▸ **Exercise details**
Please write out the listing again, keeping every character the same.

▸ **Data block**

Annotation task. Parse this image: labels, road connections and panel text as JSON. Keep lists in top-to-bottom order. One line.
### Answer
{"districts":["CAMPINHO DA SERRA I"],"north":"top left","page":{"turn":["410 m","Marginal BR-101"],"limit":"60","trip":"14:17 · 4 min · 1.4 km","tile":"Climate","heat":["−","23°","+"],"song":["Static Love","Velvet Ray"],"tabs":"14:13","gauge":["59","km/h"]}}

▸ **Exercise response**
Annotation task. Parse this image: labels, road connections and panel text as JSON. Keep lists in top-to-bottom order. One line.
### Answer
{"districts":["CAMPINHO DA SERRA I"],"north":"top left","page":{"turn":["410 m","Marginal BR-101"],"limit":"60","trip":"14:17 · 4 min · 1.4 km","tile":"Climate","heat":["−","23°","+"],"song":["Static Love","Velvet Ray"],"tabs":"14:13","gauge":["59","km/h"]}}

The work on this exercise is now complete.